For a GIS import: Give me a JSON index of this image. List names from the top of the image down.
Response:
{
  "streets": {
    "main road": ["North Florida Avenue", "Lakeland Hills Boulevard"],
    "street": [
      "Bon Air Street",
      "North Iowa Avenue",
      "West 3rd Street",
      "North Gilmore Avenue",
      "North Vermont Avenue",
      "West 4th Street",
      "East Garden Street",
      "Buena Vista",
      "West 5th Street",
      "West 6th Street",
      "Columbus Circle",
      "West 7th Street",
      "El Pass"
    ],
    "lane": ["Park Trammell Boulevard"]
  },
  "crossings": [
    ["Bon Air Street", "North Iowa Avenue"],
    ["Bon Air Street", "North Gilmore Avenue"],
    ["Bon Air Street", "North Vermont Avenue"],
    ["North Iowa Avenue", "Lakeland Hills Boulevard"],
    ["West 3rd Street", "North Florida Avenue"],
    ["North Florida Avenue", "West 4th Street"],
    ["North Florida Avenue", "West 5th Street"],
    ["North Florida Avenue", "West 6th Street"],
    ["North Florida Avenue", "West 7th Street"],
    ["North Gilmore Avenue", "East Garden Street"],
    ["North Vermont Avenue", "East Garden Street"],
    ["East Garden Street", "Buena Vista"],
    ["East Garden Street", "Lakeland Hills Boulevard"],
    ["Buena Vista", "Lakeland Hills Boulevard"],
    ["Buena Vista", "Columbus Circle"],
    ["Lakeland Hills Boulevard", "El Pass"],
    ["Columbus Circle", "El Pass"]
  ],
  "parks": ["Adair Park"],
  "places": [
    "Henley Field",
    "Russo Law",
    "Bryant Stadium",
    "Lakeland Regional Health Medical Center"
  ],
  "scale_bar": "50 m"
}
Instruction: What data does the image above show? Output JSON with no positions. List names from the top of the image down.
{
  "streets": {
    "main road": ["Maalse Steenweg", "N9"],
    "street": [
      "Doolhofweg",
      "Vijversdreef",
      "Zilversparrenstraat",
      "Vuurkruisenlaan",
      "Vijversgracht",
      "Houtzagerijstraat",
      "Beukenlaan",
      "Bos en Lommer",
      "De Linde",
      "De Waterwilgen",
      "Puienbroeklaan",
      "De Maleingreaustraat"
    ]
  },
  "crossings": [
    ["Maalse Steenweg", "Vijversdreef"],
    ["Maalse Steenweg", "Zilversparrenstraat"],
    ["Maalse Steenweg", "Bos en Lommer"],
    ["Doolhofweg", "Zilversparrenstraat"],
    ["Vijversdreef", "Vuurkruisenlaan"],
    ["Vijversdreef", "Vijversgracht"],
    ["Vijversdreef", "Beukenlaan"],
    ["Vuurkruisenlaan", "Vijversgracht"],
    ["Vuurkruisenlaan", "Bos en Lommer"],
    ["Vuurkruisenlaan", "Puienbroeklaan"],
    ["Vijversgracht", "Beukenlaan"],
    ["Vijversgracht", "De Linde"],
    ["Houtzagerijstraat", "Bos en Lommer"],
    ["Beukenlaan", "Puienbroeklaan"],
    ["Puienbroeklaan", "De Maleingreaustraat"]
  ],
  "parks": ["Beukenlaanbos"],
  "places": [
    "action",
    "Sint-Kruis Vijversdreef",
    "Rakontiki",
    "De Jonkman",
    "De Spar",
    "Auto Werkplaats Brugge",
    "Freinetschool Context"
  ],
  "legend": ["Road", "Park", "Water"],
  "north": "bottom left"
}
+ + + +
Required action. Your reply must reproduce all records above exactly.

Finished exercise.
For a GIS import: Give me a JSON index of this image. List names from the top of the image down.
Response:
{
  "streets": {
    "main road": ["North Florida Avenue", "Lakeland Hills Boulevard"],
    "street": [
      "Bon Air Street",
      "North Iowa Avenue",
      "West 3rd Street",
      "North Gilmore Avenue",
      "North Vermont Avenue",
      "West 4th Street",
      "East Garden Street",
      "Buena Vista",
      "West 5th Street",
      "West 6th Street",
      "Columbus Circle",
      "West 7th Street",
      "El Pass"
    ],
    "lane": ["Park Trammell Boulevard"]
  },
  "crossings": [
    ["Bon Air Street", "North Iowa Avenue"],
    ["Bon Air Street", "North Gilmore Avenue"],
    ["Bon Air Street", "North Vermont Avenue"],
    ["North Iowa Avenue", "Lakeland Hills Boulevard"],
    ["West 3rd Street", "North Florida Avenue"],
    ["North Florida Avenue", "West 4th Street"],
    ["North Florida Avenue", "West 5th Street"],
    ["North Florida Avenue", "West 6th Street"],
    ["North Florida Avenue", "West 7th Street"],
    ["North Gilmore Avenue", "East Garden Street"],
    ["North Vermont Avenue", "East Garden Street"],
    ["East Garden Street", "Buena Vista"],
    ["East Garden Street", "Lakeland Hills Boulevard"],
    ["Buena Vista", "Lakeland Hills Boulevard"],
    ["Buena Vista", "Columbus Circle"],
    ["Lakeland Hills Boulevard", "El Pass"],
    ["Columbus Circle", "El Pass"]
  ],
  "parks": ["Adair Park"],
  "places": [
    "Henley Field",
    "Russo Law",
    "Bryant Stadium",
    "Lakeland Regional Health Medical Center"
  ],
  "scale_bar": "50 m"
}
Instruction: What data does the image above show? Output JSON with no positions. List names from the top of the image down.
{
  "streets": {
    "main road": ["Maalse Steenweg", "N9"],
    "street": [
      "Doolhofweg",
      "Vijversdreef",
      "Zilversparrenstraat",
      "Vuurkruisenlaan",
      "Vijversgracht",
      "Houtzagerijstraat",
      "Beukenlaan",
      "Bos en Lommer",
      "De Linde",
      "De Waterwilgen",
      "Puienbroeklaan",
      "De Maleingreaustraat"
    ]
  },
  "crossings": [
    ["Maalse Steenweg", "Vijversdreef"],
    ["Maalse Steenweg", "Zilversparrenstraat"],
    ["Maalse Steenweg", "Bos en Lommer"],
    ["Doolhofweg", "Zilversparrenstraat"],
    ["Vijversdreef", "Vuurkruisenlaan"],
    ["Vijversdreef", "Vijversgracht"],
    ["Vijversdreef", "Beukenlaan"],
    ["Vuurkruisenlaan", "Vijversgracht"],
    ["Vuurkruisenlaan", "Bos en Lommer"],
    ["Vuurkruisenlaan", "Puienbroeklaan"],
    ["Vijversgracht", "Beukenlaan"],
    ["Vijversgracht", "De Linde"],
    ["Houtzagerijstraat", "Bos en Lommer"],
    ["Beukenlaan", "Puienbroeklaan"],
    ["Puienbroeklaan", "De Maleingreaustraat"]
  ],
  "parks": ["Beukenlaanbos"],
  "places": [
    "action",
    "Sint-Kruis Vijversdreef",
    "Rakontiki",
    "De Jonkman",
    "De Spar",
    "Auto Werkplaats Brugge",
    "Freinetschool Context"
  ],
  "legend": ["Road", "Park", "Water"],
  "north": "bottom left"
}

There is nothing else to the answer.